二人と仲が良い女性が居た。二人ともその女性を好いていたとのことでした。
そして、今日意を決し告白をしたら、返ってきた返事が二人の予想を上回るものだったと。
その内容は実はその女性はバツイチで、子供がいるとのこと。今子供は両親がめんどうをみているがやはり自分でめんどうをみるように言われている。
だから、どちらかと付き合って、どちらかに子供を引き取ってもらいたい。その女性はまだ自由でいたいとのこと。
そこで、このお客様はどっちの順番だと押し付け合っていたとのことでした。そこで、どっちの選択も取らないと言う話しを今決めたということでした。
話し終わった時には成増についていて、お二人の家の近くでした。
「お忘れ物ないようご確認ください。ゆっくりでかまいませんので準備ができましたらお降りください」
そう言って降りた二人はその体格差からなのかものすごく仲の良い夫婦に見えてしまいました。
ちょうどお二人とも隣同士にお住まいでしたし。その時体の小さい方が大きい方に向かってこう言っておられました。

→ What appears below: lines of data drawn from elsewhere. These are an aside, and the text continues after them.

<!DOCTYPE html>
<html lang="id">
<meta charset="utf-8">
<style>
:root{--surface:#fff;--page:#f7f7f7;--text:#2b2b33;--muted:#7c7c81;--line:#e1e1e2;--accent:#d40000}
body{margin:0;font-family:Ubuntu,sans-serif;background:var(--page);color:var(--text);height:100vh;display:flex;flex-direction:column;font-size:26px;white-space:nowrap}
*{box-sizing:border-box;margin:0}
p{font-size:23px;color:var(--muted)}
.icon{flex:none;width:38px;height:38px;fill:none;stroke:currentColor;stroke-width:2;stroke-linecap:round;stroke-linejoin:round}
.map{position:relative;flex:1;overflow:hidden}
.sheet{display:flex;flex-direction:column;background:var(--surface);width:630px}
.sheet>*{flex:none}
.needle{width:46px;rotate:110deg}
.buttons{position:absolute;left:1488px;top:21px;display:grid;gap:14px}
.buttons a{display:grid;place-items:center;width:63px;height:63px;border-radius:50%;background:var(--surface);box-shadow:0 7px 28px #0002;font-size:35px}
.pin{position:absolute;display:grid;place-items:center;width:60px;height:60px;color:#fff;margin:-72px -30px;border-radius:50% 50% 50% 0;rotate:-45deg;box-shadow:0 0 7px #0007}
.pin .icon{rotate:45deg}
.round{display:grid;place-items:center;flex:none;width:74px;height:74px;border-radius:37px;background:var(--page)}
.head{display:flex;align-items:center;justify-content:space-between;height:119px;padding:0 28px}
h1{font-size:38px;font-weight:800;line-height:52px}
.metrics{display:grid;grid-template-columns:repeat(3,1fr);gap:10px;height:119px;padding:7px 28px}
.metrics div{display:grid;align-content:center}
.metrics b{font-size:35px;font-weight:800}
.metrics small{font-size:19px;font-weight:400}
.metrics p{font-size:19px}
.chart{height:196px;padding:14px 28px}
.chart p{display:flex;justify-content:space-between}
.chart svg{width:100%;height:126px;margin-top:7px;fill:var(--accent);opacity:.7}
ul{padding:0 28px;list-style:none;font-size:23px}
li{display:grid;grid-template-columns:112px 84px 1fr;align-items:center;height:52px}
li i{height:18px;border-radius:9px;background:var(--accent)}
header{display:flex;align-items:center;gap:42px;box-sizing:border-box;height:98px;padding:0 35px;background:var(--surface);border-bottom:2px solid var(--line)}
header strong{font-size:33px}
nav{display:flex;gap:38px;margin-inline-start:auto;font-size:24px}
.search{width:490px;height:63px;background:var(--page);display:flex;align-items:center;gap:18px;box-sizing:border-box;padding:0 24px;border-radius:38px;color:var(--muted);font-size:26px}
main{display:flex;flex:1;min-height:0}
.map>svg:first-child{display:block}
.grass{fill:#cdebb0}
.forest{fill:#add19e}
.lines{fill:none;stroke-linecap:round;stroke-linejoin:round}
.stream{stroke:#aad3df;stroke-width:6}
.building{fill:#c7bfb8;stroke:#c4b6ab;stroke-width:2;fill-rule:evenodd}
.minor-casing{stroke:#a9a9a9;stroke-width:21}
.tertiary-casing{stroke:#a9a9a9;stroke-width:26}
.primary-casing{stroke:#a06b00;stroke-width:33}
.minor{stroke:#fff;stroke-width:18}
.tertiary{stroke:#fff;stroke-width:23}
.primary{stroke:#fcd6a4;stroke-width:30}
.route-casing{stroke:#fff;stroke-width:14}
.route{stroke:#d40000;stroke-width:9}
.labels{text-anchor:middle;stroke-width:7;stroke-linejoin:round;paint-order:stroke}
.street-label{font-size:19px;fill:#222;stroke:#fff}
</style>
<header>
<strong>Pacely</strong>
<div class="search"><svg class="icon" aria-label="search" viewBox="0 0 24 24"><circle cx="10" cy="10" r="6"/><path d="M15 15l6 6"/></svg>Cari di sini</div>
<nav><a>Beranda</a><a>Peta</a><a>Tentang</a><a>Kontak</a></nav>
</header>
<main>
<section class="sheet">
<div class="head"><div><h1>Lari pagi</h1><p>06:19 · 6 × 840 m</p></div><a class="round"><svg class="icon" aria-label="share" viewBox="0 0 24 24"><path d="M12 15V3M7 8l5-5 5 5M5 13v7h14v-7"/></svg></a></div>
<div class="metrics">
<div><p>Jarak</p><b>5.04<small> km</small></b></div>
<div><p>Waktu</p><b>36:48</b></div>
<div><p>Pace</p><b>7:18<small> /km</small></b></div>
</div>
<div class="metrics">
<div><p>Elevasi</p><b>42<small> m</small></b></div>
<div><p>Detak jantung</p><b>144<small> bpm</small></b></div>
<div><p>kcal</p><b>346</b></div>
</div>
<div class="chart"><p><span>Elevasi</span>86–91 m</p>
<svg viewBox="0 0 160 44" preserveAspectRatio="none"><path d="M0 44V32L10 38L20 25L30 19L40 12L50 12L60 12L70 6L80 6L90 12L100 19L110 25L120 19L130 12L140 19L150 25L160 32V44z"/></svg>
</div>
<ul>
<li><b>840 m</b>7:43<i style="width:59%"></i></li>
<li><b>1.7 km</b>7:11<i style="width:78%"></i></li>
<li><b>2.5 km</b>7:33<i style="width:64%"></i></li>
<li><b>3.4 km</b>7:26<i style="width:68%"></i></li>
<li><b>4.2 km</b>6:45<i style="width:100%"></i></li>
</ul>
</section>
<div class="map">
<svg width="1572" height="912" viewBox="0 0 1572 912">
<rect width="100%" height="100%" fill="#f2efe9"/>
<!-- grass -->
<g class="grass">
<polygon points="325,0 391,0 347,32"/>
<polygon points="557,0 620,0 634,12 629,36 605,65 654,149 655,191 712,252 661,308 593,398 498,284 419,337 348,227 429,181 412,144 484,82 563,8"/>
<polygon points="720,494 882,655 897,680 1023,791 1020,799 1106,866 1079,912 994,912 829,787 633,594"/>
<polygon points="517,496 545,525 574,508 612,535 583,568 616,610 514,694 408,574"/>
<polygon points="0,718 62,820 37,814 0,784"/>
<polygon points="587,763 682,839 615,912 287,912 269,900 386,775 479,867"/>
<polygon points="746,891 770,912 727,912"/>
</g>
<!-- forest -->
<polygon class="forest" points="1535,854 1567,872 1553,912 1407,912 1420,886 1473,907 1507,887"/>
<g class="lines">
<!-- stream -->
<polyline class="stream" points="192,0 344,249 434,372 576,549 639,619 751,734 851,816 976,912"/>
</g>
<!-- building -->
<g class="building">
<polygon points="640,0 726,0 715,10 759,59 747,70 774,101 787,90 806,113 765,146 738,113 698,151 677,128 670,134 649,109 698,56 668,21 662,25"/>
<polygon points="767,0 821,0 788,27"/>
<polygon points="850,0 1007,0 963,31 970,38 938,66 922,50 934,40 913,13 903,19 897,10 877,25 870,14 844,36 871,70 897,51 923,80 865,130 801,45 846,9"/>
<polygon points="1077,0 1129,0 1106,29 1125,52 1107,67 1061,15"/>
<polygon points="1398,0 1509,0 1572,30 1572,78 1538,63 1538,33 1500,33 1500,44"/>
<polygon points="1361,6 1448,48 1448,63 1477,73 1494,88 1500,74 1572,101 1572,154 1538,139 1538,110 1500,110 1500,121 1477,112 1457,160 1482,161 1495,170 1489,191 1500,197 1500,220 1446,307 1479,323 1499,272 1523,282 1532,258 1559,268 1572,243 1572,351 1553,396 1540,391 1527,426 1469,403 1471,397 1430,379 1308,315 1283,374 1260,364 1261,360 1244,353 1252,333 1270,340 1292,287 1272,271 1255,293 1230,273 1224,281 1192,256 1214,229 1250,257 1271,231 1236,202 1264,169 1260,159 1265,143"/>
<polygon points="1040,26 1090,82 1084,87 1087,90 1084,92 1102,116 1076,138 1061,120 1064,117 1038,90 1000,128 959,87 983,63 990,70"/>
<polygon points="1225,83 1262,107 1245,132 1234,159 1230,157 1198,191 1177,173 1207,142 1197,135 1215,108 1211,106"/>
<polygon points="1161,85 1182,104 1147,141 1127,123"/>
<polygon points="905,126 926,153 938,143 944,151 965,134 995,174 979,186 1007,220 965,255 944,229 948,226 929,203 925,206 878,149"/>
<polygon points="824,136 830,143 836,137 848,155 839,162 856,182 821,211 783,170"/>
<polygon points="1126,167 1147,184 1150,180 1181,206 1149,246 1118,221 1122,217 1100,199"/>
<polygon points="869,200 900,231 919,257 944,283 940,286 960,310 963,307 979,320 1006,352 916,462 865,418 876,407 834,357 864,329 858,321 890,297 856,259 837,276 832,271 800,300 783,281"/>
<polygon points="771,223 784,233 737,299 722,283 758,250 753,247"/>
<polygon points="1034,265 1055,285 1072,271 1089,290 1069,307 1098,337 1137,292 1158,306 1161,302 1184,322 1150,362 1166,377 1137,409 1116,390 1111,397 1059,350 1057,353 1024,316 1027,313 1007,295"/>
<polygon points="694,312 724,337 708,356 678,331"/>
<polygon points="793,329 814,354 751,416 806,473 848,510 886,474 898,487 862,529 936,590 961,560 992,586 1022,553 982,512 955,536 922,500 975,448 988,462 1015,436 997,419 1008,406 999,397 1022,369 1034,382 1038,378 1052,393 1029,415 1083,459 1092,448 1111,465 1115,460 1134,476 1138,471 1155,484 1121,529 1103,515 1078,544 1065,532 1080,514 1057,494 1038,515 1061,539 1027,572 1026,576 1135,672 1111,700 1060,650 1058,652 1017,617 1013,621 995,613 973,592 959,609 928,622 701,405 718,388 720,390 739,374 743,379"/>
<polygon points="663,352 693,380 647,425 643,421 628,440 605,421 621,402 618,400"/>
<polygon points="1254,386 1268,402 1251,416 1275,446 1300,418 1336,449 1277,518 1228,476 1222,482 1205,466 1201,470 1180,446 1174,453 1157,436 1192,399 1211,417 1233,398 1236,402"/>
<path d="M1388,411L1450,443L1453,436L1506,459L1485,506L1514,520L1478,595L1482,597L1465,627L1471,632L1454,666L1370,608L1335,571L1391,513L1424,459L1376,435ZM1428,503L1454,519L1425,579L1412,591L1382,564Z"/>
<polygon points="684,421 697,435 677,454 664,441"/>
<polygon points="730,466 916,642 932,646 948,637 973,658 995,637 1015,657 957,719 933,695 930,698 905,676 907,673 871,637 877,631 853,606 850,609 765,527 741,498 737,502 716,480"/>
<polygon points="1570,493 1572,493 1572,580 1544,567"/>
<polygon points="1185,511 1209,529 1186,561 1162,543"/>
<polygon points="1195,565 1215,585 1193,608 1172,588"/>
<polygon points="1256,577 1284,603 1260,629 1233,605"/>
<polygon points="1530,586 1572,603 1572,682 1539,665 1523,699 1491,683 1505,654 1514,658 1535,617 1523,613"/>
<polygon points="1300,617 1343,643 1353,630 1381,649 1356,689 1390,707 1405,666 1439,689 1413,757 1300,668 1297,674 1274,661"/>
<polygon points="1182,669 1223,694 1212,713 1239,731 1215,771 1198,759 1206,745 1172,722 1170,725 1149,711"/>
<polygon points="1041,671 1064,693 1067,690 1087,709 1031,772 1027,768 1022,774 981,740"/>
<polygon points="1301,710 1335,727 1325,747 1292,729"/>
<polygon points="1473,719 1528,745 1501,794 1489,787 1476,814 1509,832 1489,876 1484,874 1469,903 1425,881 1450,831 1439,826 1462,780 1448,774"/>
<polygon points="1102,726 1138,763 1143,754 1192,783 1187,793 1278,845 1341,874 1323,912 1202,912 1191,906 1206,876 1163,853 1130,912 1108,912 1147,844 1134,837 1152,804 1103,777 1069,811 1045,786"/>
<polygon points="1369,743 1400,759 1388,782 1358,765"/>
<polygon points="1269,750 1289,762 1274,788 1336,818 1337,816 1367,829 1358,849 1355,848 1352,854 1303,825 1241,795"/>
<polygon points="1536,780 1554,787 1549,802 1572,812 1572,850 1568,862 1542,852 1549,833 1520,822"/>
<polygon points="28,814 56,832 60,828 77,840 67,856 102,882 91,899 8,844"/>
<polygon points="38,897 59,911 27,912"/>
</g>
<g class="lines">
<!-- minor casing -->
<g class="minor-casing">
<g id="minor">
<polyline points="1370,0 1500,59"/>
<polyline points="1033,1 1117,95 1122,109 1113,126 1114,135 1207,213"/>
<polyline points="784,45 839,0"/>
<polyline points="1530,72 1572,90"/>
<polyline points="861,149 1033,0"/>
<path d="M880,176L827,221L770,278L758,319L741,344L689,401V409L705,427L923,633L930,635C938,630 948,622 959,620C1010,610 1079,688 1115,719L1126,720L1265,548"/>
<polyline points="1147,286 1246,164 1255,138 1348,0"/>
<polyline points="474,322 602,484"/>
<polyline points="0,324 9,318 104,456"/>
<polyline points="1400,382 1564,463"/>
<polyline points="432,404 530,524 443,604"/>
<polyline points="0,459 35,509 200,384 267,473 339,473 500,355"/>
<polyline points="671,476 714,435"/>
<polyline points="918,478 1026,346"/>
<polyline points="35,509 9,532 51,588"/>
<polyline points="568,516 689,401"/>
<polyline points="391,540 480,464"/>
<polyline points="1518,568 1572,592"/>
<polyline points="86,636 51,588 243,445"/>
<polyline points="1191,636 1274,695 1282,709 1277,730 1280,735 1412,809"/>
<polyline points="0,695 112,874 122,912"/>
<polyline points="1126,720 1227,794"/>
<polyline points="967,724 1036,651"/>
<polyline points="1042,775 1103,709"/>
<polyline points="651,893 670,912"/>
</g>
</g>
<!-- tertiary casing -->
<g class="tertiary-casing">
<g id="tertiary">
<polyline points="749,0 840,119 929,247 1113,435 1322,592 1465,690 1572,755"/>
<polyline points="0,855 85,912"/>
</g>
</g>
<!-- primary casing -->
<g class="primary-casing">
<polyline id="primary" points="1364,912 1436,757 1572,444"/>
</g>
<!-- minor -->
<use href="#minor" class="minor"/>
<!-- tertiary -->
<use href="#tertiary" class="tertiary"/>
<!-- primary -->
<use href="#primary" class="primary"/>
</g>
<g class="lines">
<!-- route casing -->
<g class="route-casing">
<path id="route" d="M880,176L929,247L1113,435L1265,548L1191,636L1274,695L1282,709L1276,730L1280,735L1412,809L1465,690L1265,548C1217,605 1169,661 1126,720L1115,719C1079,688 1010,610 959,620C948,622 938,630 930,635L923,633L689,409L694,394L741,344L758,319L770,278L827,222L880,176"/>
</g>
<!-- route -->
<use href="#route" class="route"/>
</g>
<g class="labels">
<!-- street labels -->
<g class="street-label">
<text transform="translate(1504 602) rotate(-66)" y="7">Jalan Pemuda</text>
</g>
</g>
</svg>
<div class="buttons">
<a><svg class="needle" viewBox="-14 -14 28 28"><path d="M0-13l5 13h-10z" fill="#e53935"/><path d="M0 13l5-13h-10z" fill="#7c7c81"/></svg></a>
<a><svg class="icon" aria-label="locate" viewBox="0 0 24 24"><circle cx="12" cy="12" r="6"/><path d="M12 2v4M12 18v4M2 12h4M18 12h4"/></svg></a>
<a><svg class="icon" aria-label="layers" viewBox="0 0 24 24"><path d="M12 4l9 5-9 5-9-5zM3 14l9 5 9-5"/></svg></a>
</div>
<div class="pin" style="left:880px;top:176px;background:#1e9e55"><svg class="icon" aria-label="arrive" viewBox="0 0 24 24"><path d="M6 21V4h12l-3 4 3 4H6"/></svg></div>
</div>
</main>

「お前が変なことを言うから運転手さんが困っていただろう」
「おいおい、どちらかというとお前が『俺が子供の面倒をみる』と言い出したのがあの飲み会がおかしい方向に行ったのだろう。なんでそっちを選ぶんだ」
「だって、あの時俺の順番だっただろう。なら選ぶのはそっちだ」
「意味不明だわ」
いつまでも話しを聞いていたかったですが、私は頭を下げて車を動かしました。